## Requirement
Everything in the data gets repeated exactly, except for the pictures.

## Source data
################

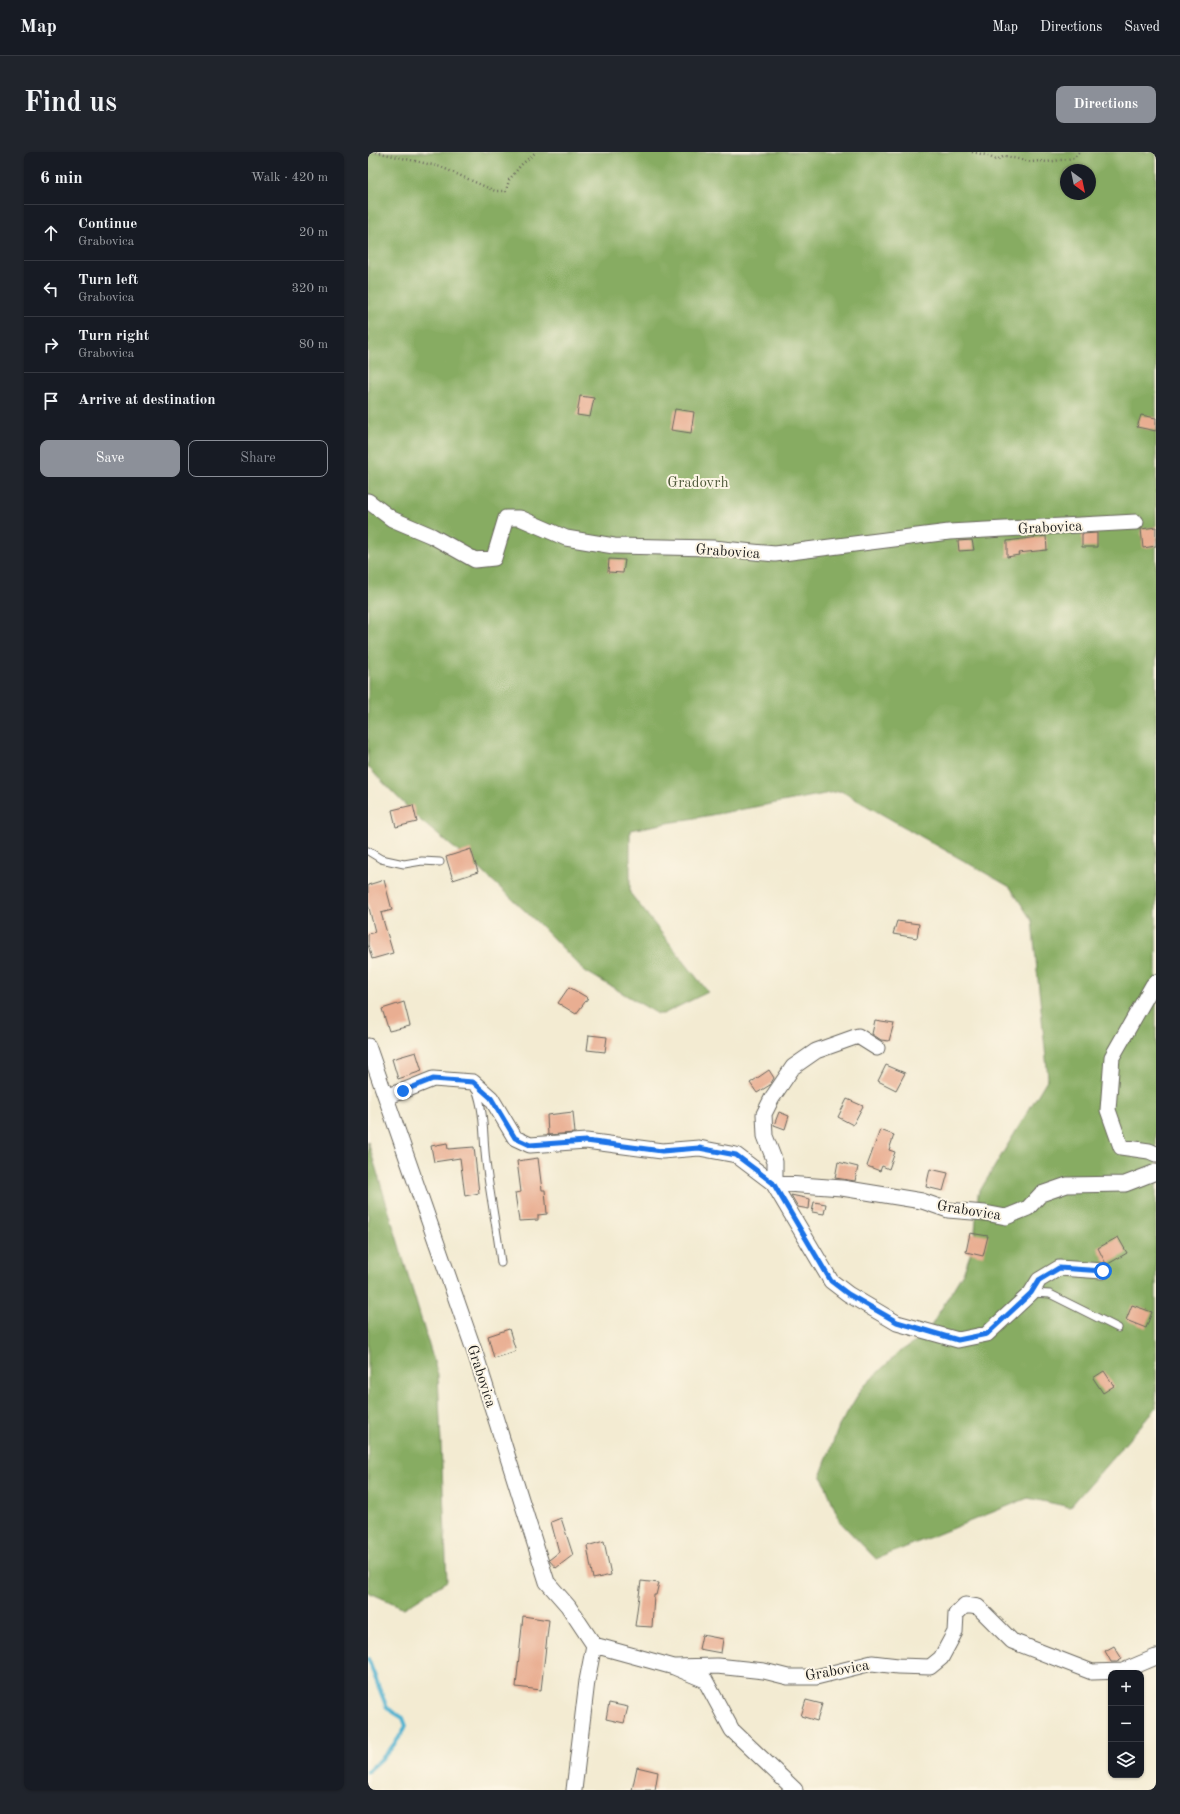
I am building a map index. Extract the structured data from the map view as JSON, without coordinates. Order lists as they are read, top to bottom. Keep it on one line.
{"streets":{"street":["Grabovica"]},"parks":["Gradovrh"],"north":"bottom right","page":{"header":"Map","nav":["Map","Directions","Saved"],"buttons":["Directions",["Save","Share"]],"title":"Find us","heading":["6 min","Walk · 420 m"],"list":[["Continue","Grabovica","20 m"],["Turn left","Grabovica","320 m"],["Turn right","Grabovica","80 m"],"Arrive at destination"],"map_buttons":["+","−"]}}
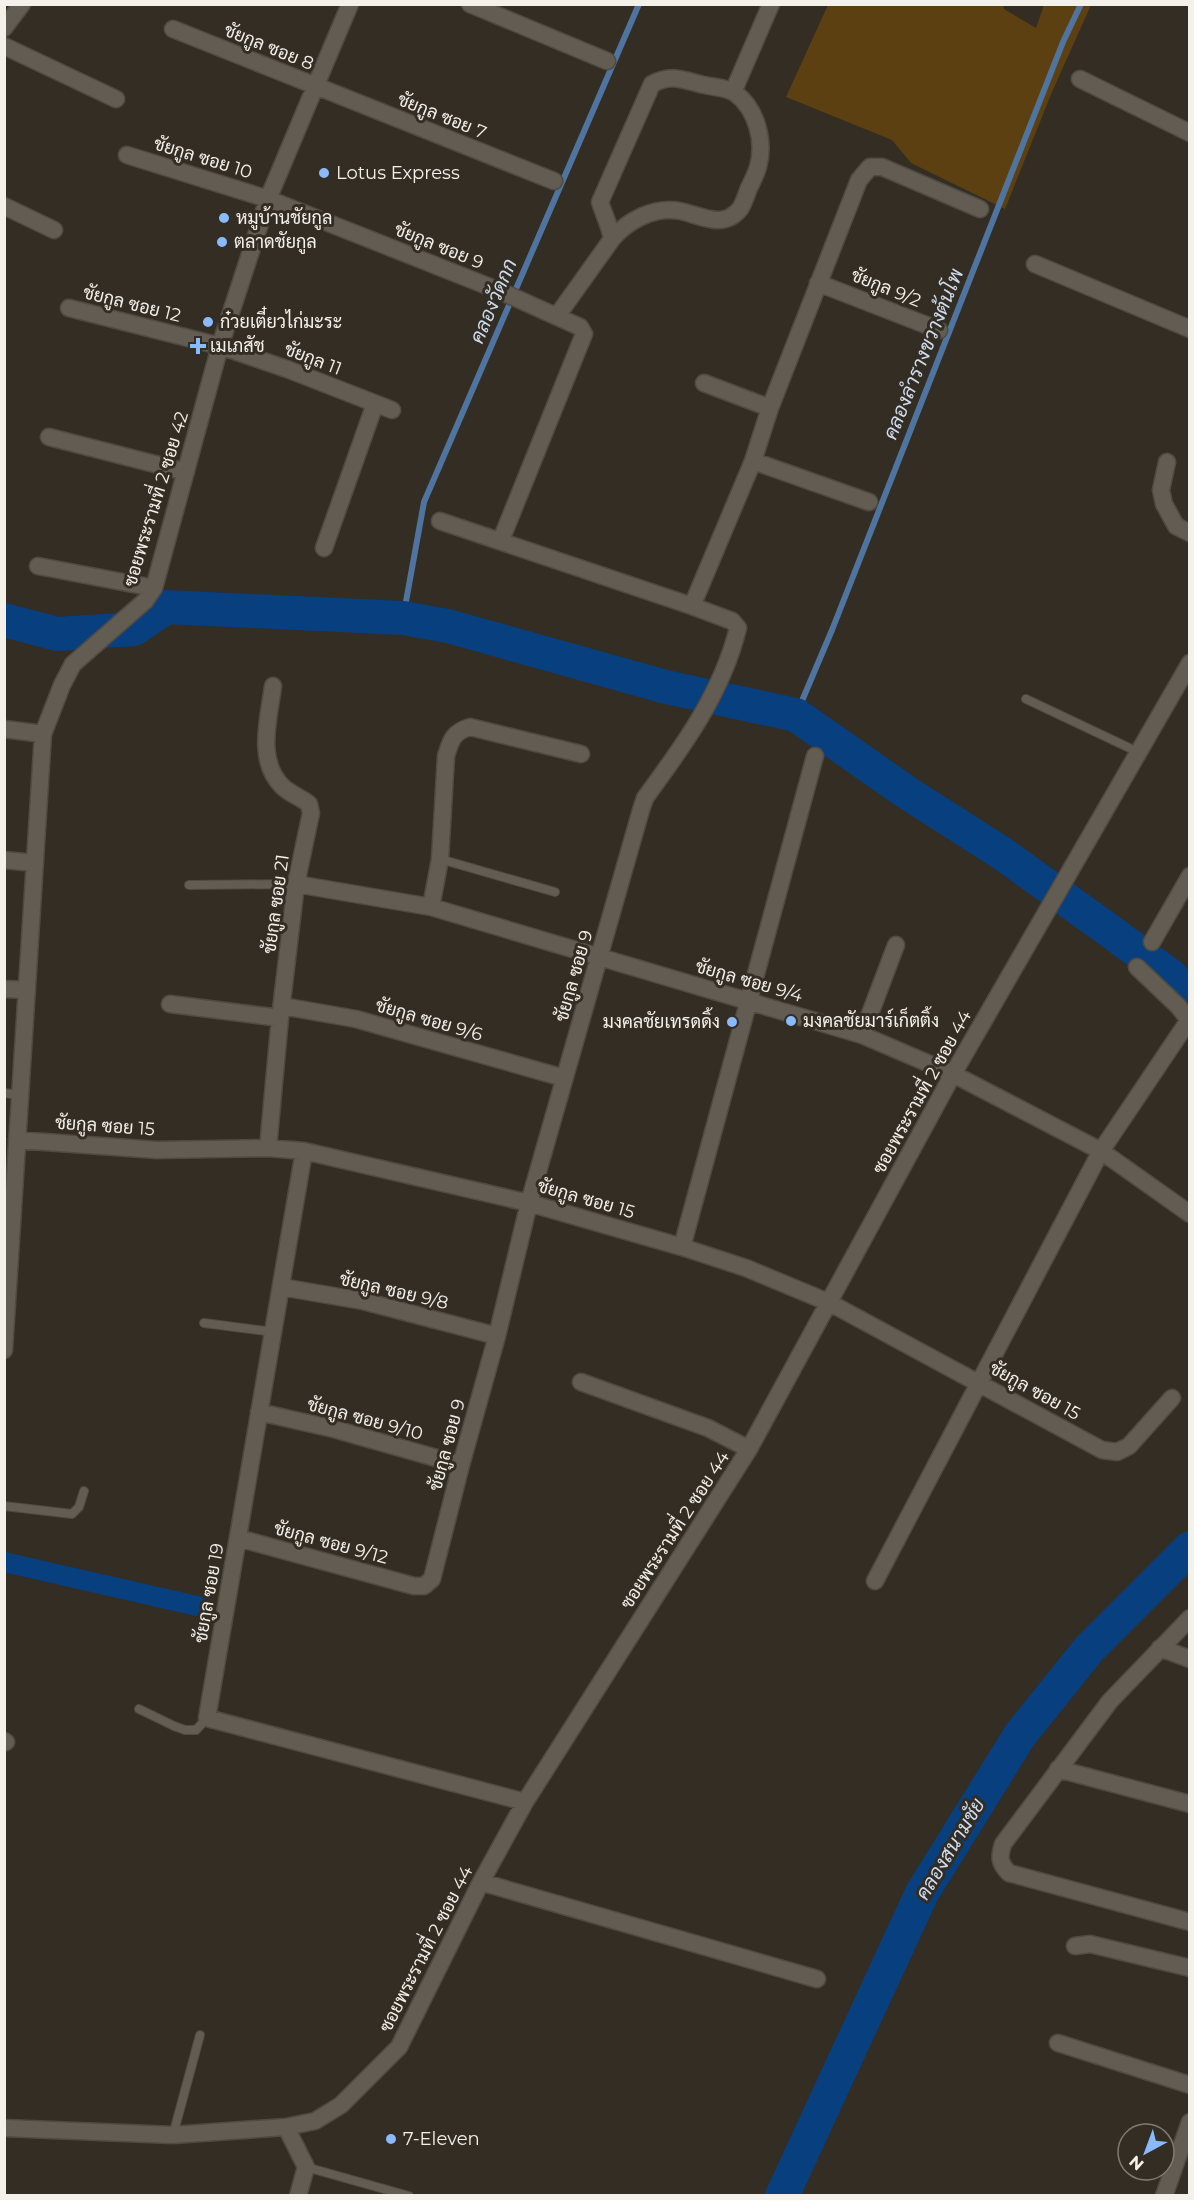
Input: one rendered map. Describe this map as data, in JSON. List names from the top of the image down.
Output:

################

## Response for this exercise
I am building a map index. Extract the structured data from the map view as JSON, without coordinates. Order lists as they are read, top to bottom. Keep it on one line.
{"streets":{"street":["Grabovica"]},"parks":["Gradovrh"],"north":"bottom right","page":{"header":"Map","nav":["Map","Directions","Saved"],"buttons":["Directions",["Save","Share"]],"title":"Find us","heading":["6 min","Walk · 420 m"],"list":[["Continue","Grabovica","20 m"],["Turn left","Grabovica","320 m"],["Turn right","Grabovica","80 m"],"Arrive at destination"],"map_buttons":["+","−"]}}
Input: one rendered map. Describe this map as data, in JSON. List names from the top of the image down.
Output:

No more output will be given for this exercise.